What the exercise asks: Every line from the top of the records through the one bearing "padding:0 20px; list-style:none" is to be reproduced exactly, and pictures are to be left out.

Source data:

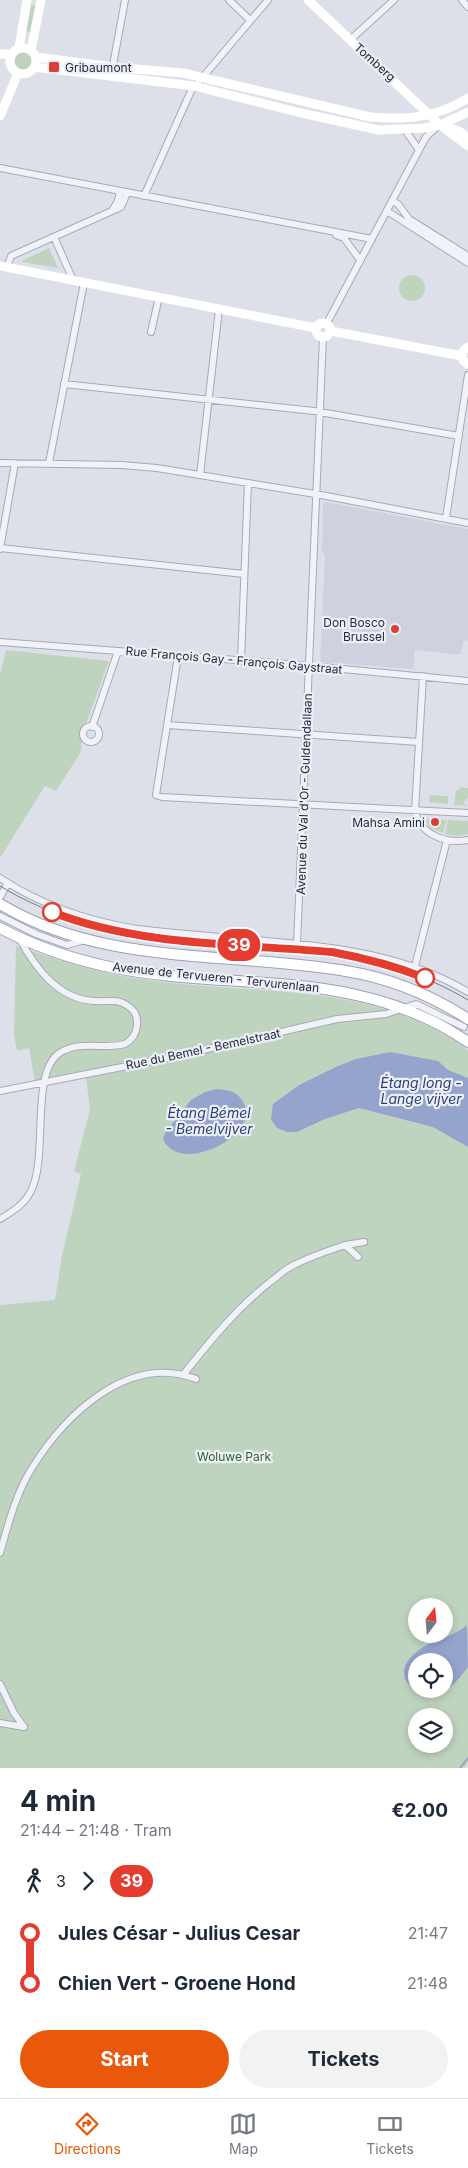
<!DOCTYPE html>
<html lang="en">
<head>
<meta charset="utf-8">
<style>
  body { margin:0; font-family:Inter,sans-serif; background:#f2f2f3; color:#1f2937; height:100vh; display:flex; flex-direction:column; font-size:19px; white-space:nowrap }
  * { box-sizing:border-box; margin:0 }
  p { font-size:16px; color:#747a83 }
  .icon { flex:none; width:28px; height:28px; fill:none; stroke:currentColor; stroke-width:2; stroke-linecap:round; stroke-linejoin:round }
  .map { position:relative; height:1768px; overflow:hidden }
  .panel { display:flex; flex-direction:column; background:#fff; flex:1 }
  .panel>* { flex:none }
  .badge { padding:0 10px; border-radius:16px; font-size:18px; line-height:32px }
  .needle { width:32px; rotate:16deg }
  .controls { position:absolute; left:408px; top:1598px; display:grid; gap:10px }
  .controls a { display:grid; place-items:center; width:45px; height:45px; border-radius:50%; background:#fff; box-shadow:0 2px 8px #0003; font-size:25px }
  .map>.badge { position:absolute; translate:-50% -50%; box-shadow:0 0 0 2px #fff }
  .legs { display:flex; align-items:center; gap:8px; height:55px; padding:0 20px; font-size:16px }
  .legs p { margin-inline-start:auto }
  .headline { display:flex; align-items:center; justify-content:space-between; height:85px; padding:0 20px }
  h1 { font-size:28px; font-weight:700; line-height:38px }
  .action { display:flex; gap:10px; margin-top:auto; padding:10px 20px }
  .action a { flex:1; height:58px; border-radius:30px; background:#ea580c; color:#fff; font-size:20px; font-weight:700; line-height:58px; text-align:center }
  .action a+a { background:#f2f2f3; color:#1f2937 }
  ul { padding:0 20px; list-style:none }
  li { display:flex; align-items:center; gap:18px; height:50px; font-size:19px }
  li i { display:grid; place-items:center; width:8px; height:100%; margin:0 6px; background:currentColor }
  li i::after { content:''; width:12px; height:12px; margin:-6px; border:4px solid; border-radius:50%; background:#fff }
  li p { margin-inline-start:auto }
  li:first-child i { background:linear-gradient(#0000 50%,currentColor 0) }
  li:last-child i { background:linear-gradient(currentColor 50%,#0000 0) }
  .dock { display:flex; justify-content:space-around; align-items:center; height:70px; border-top:1px solid #e0e1e3; background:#fff; font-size:14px; color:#747a83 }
  .dock a { display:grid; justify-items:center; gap:2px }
  .dock .current { color:#ea580c }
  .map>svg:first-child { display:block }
  .built { fill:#cfd2de }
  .green { fill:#bfd4be; fill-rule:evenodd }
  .water { fill:#95a4cd; fill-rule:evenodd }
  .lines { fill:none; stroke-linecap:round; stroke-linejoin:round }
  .stream { stroke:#95a4cd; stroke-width:2 }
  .street-casing { stroke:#a6a9b7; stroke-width:8 }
  .primary-casing { stroke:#9ca1b6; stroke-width:12 }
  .street { stroke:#f1f2f7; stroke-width:6 }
  .secondary { stroke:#fff; stroke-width:9 }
  .primary { stroke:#fff; stroke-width:10 }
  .tram { stroke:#767b94; stroke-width:1 }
  .line-1-casing { stroke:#fff; stroke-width:11 }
  .line-1 { stroke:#e43c2e; stroke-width:8 }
  .poi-dot { fill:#db3e35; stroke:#edeff6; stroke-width:2 }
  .stop-1-dot { fill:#fff; stroke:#e43c2e; stroke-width:2.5 }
  .labels { text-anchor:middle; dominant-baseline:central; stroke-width:4.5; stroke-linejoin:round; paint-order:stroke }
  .street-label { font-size:12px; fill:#252a41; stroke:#edeff6 }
  .poi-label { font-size:12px; fill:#252a41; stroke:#edeff6; text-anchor:end }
  .park-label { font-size:12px; fill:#315e32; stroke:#edeff6 }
  .water-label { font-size:14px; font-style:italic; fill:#2b3e79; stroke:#edeff6 }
</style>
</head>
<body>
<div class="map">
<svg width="468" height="1768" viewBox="0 0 468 1768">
  <rect width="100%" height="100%" fill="#dee0e9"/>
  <path class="built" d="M326,502L468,529V641L464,640L460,655L415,650L413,669L320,662L325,555L322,551L323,504Z"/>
  <path class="green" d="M31,5H36L30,32L26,31Z
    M14 61a9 9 0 1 1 18 0a9 9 0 1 1-18 0Z
    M49,248L58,268L22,262L23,260Z
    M399 288a13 13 0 1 1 26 0a13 13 0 1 1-26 0Z
    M6,650L109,661L82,735L81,752L56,791L45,786L0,858V674Z
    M460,787L468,788V798L463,803L468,806L454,805L456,790H459Z
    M430,795L448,796V804L429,802Z
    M423,819L447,820L443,833L431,828Z
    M448,820L468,821V834L456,836L445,834Z
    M16,946C53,958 90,971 129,977C245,998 366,976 468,1050V1763L464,1768H0V1305L55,1300L62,1255L81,1174L74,1171L90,1109L85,1072L35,1082L29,1048L17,1051L14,1035ZM416,1606H444V1634H416ZM416,1661H444V1689H416ZM416,1716H444V1744H416Z"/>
  <path class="water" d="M390,1052L438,1061L448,1070L468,1078V1147L433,1127L359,1108L325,1119L297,1132H287L277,1128L271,1119L273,1104L299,1085L338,1066L356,1059Z
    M217,1089C229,1090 237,1091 243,1102C264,1134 179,1177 163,1139L167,1129L176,1120L191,1100L205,1092Z
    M467,1625L468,1667C463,1673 457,1682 450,1687C423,1704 387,1680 413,1655C429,1639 451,1639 467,1625ZM416,1661H444V1689H416Z"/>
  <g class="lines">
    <path class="stream" d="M460,1768L468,1758"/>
    <g class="street-casing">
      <path id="street" d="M229,0L250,20
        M462,0L468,7
        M350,40L394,0
        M111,76L125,0
        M405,130L419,150
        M0,168L372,239
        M144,196L191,91L268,0
        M392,201L398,204L409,219L468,256
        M113,209L117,203L120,192
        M387,211L468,263
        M336,235L344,238L360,260
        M54,237L73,280
        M7,267L11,256L121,207L127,193
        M327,323L426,137L439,125
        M151,332L159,297
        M64,384L314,411L459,436
        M0,463L122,465L157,468L321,495L468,523
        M49,463L84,283
        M200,475L219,309
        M446,518L468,375
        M0,548L244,574
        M0,549L15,463
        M0,642L301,665L468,681
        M178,656L156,795L162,797L468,813
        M241,661L248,483
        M423,676L415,811C420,835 446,844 468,840
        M167,725L419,742
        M83 734a8 8 0 1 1 16 0a8 8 0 1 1-16 0Z
        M92,727L118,651
        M0,878C41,905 88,921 137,929C180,934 223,937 266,941C337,947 406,955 468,992
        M0,897L8,883
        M0,916L36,934L67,945L85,940
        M297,944L323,337
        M415,966L447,840
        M0,1091L173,1057L337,1019L386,1014L416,1004L464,1027
        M0,1219C12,1212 25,1204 31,1191C49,1156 29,1071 61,1052C81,1040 104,1050 125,1044C139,1036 142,1015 128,1006C118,998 106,1002 95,1001C58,1000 35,967 19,938
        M345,1245L364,1242
        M183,1375C210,1341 236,1309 270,1282C277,1277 284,1270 292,1266C309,1257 327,1251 345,1245L358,1257
        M0,1553C8,1525 16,1493 32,1468C65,1415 128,1353 196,1379
        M0,1684L14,1713L24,1727
        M0,1723L24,1727"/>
    </g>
    <g class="primary-casing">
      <path id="primary" d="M0,904C105,967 229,951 346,971C389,978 431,995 468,1019
        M0,928C34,946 72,959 110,967C233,992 358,966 468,1042"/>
    </g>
    <use href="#street" class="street"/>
    <path class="secondary" d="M308,0L440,125L468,146
      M10 61a13 13 0 1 1 26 0a13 13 0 1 1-26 0Z
      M19,48L27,0
      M31,51L41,0
      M0,54H11
      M36,57L113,67L183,73L370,117C405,120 438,118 468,98
      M34,67L194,86L301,113L379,130L424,128L440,125L468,112
      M0,116L18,73
      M448,127L459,131L468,138
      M0,266L316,328
      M316 330a7 7 0 1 1 14 0a7 7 0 1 1-14 0Z
      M331,331L462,356
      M468,347C460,351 460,360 468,364"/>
    <use href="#primary" class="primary"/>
    <path class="tram" d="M0,886C99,947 220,941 331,952C380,960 426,975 468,1000"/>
  </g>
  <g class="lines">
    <g class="line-1-casing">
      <path id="line-1" d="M52,912C138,946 240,944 332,952C364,958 395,966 425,978"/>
    </g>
    <use href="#line-1" class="line-1"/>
  </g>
  <g class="poi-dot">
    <rect x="48" y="61" width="12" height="12" rx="2.5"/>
    <circle cx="395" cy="629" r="5"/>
    <circle cx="435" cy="822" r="5"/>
  </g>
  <g class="stop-1-dot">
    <circle cx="52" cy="912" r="9"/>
    <circle cx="425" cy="978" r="9"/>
  </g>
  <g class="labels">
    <g class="street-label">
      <text transform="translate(375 62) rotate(42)">Tomberg</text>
      <text transform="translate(234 660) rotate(5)">Rue François Gay - François Gaystraat</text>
      <text transform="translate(304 794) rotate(-88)">Avenue du Val d'Or - Guldendallaan</text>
      <text transform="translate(216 977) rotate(6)">Avenue de Tervueren - Tervurenlaan</text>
      <text transform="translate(203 1049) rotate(-12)">Rue du Bemel - Bemelstraat</text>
    </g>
    <g class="poi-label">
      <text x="65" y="67" text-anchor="start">Gribaumont</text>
      <text x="385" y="622">Don Bosco<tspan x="385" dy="14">Brussel</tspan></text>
      <text x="425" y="822">Mahsa Amini</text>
    </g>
    <g class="park-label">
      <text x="234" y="1456">Woluwe Park</text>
    </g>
    <g class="water-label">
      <text x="421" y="1082">Étang long -<tspan x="421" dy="16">Lange vijver</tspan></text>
      <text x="209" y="1112">Étang Bémel<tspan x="209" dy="16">- Bemelvijver</tspan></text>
    </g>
  </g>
</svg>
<div class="controls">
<a><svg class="needle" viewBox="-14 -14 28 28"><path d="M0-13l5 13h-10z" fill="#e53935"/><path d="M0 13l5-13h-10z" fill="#747a83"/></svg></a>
<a><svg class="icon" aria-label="locate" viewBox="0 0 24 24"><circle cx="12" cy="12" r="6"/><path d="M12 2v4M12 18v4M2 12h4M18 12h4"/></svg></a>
<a><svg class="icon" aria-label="layers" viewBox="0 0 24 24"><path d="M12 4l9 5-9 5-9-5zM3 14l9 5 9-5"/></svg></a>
</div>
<b class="badge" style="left:239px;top:945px;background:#e43c2e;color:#fff">39</b>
</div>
<section class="panel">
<div class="headline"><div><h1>4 min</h1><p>21:44 – 21:48 · Tram</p></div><b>€2.00</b></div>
<div class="legs"><svg class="icon" aria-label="walk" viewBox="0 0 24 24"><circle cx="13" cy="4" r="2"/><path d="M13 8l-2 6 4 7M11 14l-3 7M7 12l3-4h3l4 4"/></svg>3<svg class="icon" aria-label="forward" viewBox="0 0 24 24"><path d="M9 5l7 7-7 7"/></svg><b class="badge" style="background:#e43c2e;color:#fff">39</b></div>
<ul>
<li><i style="color:#e43c2e"></i><b>Jules César - Julius Cesar</b><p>21:47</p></li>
<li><i style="color:#e43c2e"></i><b>Chien Vert - Groene Hond</b><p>21:48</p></li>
</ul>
<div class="action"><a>Start</a><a>Tickets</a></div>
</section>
<nav class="dock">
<a class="current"><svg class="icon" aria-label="directions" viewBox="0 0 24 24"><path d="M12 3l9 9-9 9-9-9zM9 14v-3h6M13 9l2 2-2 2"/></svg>Directions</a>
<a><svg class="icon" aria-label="map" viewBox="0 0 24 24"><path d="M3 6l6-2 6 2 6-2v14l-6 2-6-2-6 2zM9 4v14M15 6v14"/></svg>Map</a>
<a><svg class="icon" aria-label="tickets" viewBox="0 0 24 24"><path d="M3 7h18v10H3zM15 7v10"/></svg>Tickets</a>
</nav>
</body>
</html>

Exercise answer:
<!DOCTYPE html>
<html lang="en">
<head>
<meta charset="utf-8">
<style>
  body { margin:0; font-family:Inter,sans-serif; background:#f2f2f3; color:#1f2937; height:100vh; display:flex; flex-direction:column; font-size:19px; white-space:nowrap }
  * { box-sizing:border-box; margin:0 }
  p { font-size:16px; color:#747a83 }
  .icon { flex:none; width:28px; height:28px; fill:none; stroke:currentColor; stroke-width:2; stroke-linecap:round; stroke-linejoin:round }
  .map { position:relative; height:1768px; overflow:hidden }
  .panel { display:flex; flex-direction:column; background:#fff; flex:1 }
  .panel>* { flex:none }
  .badge { padding:0 10px; border-radius:16px; font-size:18px; line-height:32px }
  .needle { width:32px; rotate:16deg }
  .controls { position:absolute; left:408px; top:1598px; display:grid; gap:10px }
  .controls a { display:grid; place-items:center; width:45px; height:45px; border-radius:50%; background:#fff; box-shadow:0 2px 8px #0003; font-size:25px }
  .map>.badge { position:absolute; translate:-50% -50%; box-shadow:0 0 0 2px #fff }
  .legs { display:flex; align-items:center; gap:8px; height:55px; padding:0 20px; font-size:16px }
  .legs p { margin-inline-start:auto }
  .headline { display:flex; align-items:center; justify-content:space-between; height:85px; padding:0 20px }
  h1 { font-size:28px; font-weight:700; line-height:38px }
  .action { display:flex; gap:10px; margin-top:auto; padding:10px 20px }
  .action a { flex:1; height:58px; border-radius:30px; background:#ea580c; color:#fff; font-size:20px; font-weight:700; line-height:58px; text-align:center }
  .action a+a { background:#f2f2f3; color:#1f2937 }
  ul { padding:0 20px; list-style:none }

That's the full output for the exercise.